`fast-img-proc`: A fast image processing library

A fast and memory-efficient image processing library utilizing parallel programming on CPU implemented in C++, with GPU acceleration capabilities using CUDA. Bindings generated using nanobind provide a Pythonic interface to the library.

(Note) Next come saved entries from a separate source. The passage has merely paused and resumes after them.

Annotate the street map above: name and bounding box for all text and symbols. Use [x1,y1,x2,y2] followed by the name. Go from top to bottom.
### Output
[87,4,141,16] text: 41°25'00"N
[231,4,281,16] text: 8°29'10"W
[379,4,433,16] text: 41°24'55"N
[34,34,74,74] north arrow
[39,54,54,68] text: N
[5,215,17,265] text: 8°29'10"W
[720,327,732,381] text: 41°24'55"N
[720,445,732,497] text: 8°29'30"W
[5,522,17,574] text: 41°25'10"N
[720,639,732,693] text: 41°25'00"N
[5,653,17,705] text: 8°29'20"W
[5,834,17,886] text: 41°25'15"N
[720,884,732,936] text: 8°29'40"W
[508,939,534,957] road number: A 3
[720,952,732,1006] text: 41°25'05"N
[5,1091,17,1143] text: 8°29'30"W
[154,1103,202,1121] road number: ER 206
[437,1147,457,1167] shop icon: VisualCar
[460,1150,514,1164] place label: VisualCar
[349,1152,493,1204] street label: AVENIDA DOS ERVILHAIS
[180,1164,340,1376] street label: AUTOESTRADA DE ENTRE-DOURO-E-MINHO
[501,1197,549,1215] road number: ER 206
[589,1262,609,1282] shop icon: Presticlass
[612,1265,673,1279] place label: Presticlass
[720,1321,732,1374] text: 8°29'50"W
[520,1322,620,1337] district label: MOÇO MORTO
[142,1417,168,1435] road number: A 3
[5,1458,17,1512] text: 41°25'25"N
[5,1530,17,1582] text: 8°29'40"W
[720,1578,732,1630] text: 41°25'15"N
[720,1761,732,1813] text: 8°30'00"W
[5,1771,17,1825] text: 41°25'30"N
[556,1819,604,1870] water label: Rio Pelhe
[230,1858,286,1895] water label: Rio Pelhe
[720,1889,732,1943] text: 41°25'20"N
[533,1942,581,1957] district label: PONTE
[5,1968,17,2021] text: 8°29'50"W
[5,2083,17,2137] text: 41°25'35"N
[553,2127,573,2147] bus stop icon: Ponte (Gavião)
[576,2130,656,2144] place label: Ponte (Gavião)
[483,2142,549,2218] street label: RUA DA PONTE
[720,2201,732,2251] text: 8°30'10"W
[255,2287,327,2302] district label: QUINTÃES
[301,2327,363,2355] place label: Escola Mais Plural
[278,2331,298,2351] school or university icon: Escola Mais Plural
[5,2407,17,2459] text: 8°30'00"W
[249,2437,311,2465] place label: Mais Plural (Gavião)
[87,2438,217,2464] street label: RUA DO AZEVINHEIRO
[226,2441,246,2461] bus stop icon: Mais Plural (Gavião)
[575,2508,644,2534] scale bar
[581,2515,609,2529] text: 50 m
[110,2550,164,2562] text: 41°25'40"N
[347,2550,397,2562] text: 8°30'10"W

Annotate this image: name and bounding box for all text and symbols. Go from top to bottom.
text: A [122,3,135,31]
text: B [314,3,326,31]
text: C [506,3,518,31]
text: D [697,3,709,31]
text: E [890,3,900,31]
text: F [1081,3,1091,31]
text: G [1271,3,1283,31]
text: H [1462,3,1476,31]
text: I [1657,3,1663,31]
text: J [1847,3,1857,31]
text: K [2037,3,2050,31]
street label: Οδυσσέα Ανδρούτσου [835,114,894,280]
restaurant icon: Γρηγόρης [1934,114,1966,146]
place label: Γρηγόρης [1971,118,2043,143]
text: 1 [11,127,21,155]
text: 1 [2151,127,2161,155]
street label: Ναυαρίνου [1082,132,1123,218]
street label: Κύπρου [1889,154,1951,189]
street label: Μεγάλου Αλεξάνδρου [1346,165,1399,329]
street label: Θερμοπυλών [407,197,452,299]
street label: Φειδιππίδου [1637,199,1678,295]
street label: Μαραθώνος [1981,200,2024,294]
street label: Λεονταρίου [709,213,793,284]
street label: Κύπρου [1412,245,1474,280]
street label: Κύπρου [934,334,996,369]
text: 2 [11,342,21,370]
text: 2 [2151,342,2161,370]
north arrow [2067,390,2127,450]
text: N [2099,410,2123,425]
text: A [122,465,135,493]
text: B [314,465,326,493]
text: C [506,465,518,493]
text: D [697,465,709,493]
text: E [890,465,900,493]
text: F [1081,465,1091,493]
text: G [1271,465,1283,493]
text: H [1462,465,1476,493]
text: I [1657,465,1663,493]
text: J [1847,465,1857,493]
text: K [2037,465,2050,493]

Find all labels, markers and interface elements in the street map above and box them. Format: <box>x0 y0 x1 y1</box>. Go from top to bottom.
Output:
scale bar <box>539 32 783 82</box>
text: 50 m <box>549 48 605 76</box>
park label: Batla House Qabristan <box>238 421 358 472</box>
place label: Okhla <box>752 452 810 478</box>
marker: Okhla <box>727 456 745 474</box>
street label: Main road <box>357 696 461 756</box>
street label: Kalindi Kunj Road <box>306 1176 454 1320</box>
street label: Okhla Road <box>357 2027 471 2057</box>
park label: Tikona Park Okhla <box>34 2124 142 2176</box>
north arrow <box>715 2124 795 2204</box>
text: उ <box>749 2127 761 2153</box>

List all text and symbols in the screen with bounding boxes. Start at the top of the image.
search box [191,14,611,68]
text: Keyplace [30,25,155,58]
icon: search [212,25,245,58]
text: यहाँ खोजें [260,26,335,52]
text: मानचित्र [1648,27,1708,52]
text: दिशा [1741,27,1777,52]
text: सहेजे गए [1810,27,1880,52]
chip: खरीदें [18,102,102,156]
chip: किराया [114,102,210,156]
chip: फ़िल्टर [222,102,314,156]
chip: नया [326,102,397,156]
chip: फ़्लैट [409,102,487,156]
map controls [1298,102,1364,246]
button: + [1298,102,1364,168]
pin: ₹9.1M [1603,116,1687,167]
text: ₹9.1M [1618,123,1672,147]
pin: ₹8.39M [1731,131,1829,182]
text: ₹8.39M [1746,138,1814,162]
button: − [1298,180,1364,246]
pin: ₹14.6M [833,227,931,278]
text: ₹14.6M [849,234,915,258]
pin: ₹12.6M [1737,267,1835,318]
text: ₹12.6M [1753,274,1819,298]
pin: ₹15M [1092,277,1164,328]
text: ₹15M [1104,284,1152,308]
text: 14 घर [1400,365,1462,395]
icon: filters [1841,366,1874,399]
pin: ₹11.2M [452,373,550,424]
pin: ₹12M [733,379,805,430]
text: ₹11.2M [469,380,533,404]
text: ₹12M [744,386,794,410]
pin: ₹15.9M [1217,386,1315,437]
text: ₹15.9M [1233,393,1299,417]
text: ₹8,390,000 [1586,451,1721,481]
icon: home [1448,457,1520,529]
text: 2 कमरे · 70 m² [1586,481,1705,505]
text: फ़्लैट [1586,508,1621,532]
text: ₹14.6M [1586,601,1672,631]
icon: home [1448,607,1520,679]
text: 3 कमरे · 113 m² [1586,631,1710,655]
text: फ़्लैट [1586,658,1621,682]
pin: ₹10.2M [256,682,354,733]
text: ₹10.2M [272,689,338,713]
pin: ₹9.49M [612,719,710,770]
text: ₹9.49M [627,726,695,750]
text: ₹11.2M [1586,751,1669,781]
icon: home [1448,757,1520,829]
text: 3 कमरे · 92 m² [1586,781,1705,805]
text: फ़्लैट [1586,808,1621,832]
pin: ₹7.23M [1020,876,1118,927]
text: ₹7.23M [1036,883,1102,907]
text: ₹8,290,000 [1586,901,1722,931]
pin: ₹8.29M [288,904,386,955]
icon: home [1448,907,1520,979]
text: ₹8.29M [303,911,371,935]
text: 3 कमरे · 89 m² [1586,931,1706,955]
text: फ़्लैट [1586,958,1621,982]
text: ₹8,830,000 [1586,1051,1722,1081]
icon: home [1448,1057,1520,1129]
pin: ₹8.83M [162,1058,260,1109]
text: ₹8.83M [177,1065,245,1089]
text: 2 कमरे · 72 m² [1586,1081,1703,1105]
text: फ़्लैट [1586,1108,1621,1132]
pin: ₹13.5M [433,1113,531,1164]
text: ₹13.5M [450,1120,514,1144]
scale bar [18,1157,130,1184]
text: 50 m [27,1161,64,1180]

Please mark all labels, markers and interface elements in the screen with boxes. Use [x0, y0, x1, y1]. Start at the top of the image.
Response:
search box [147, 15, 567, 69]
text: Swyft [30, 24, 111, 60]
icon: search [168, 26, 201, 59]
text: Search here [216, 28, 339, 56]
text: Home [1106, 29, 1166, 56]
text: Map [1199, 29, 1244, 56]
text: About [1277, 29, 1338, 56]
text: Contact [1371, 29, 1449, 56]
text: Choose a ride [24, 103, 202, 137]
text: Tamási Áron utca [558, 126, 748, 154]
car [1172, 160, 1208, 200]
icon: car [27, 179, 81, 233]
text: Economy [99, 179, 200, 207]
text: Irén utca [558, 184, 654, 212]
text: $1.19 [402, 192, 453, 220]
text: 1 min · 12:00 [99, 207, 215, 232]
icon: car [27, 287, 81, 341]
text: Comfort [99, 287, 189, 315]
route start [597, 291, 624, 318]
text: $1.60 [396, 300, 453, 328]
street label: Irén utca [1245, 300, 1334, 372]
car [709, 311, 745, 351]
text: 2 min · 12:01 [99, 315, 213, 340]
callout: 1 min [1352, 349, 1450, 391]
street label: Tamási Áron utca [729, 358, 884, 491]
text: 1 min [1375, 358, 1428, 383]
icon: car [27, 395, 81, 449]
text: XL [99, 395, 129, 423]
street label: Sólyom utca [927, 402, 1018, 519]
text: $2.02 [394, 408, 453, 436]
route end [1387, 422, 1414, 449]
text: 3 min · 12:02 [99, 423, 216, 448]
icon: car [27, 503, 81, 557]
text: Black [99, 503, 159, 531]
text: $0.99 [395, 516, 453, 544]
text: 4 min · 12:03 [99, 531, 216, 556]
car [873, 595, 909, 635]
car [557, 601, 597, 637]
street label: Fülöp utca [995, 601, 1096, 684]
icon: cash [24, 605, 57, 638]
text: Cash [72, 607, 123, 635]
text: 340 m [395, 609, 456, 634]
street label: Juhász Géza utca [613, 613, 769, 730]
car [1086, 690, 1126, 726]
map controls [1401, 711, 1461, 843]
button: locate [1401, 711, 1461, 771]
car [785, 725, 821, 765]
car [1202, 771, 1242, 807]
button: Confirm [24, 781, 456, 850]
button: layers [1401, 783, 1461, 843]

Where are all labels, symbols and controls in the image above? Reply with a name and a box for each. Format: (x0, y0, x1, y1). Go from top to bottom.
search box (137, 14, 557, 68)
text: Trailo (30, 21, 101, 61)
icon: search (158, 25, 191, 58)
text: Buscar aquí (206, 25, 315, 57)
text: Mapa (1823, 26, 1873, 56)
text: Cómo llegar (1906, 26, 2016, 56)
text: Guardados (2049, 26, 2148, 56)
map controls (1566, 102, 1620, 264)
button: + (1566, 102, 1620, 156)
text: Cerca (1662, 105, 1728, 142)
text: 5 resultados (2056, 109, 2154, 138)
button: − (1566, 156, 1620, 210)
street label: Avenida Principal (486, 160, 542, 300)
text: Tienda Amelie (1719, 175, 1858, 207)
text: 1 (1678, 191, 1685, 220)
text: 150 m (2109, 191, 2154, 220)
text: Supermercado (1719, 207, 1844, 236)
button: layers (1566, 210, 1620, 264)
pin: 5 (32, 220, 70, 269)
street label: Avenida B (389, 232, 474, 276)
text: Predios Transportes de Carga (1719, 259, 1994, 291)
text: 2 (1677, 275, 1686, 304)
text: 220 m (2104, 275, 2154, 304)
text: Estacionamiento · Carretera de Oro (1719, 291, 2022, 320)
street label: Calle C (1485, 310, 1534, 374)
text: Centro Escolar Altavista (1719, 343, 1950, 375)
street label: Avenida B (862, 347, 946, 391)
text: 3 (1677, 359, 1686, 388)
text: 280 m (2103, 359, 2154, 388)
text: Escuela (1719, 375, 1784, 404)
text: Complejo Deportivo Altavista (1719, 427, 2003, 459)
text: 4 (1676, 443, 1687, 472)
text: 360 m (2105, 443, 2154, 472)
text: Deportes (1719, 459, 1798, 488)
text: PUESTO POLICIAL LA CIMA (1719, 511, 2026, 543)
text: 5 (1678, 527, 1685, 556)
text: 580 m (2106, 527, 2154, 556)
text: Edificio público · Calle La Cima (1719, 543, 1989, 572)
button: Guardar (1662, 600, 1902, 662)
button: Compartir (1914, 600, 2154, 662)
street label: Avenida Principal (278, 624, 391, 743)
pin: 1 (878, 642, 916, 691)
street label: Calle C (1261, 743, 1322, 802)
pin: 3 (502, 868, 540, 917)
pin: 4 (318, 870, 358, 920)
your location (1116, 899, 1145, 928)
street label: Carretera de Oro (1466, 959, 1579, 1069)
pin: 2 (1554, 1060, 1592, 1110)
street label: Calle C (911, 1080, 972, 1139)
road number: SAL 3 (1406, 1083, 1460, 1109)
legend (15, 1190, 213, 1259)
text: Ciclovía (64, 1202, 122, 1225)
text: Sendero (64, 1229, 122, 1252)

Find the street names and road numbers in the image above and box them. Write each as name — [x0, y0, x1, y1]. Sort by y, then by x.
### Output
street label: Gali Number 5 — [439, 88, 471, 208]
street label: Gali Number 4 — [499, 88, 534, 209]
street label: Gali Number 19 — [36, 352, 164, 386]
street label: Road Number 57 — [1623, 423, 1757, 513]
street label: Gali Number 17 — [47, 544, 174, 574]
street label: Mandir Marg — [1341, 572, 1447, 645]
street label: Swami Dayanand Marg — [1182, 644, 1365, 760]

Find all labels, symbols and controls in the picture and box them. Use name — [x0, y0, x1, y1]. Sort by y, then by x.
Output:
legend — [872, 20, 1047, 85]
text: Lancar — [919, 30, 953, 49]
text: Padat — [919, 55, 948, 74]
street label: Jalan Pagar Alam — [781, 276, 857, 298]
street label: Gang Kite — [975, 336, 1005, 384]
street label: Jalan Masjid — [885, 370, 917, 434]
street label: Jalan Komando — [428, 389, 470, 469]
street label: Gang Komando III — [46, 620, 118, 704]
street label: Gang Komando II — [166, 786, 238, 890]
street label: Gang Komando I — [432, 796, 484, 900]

The supported image processing operations are:

Grayscale Conversion
Histogram Equalization
Edge Detection (GPU support)
Blur

The supported image formats are:

PNG
JPG

Supported platforms are:

Linux
macOS (coming soon!)

Required Software Packages

C++ (required): compiler that supports C++20
CMake 3.18+ (required) :
- Linux: sudo apt-get -y install cmake
- macOS: brew install cmake
Python 3.7+ (required) :
- Linux: sudo apt install python3-dev
- macOS: brew install python
- [github link]
TBB (required) :
- Linux: sudo apt-get install libtbb-dev
- macOS: brew install tbb
- [github link]
nanobind (required) : included as a git submodule in src/external/nanobind [github link]
CUDA Toolkit & Driver (optional): NVIDIA Installation guide

Installing `fast-img-proc`

git clone --recurse-submodules git@github.com:pavan1011/fast-img-proc
cd fast-img-proc && mkdir build && cd build

Configure default build (without CUDA support)

cmake -S ../ -B .

translates to

cmake -DCMAKE_BUILD_TYPE=Release -S ../ -B .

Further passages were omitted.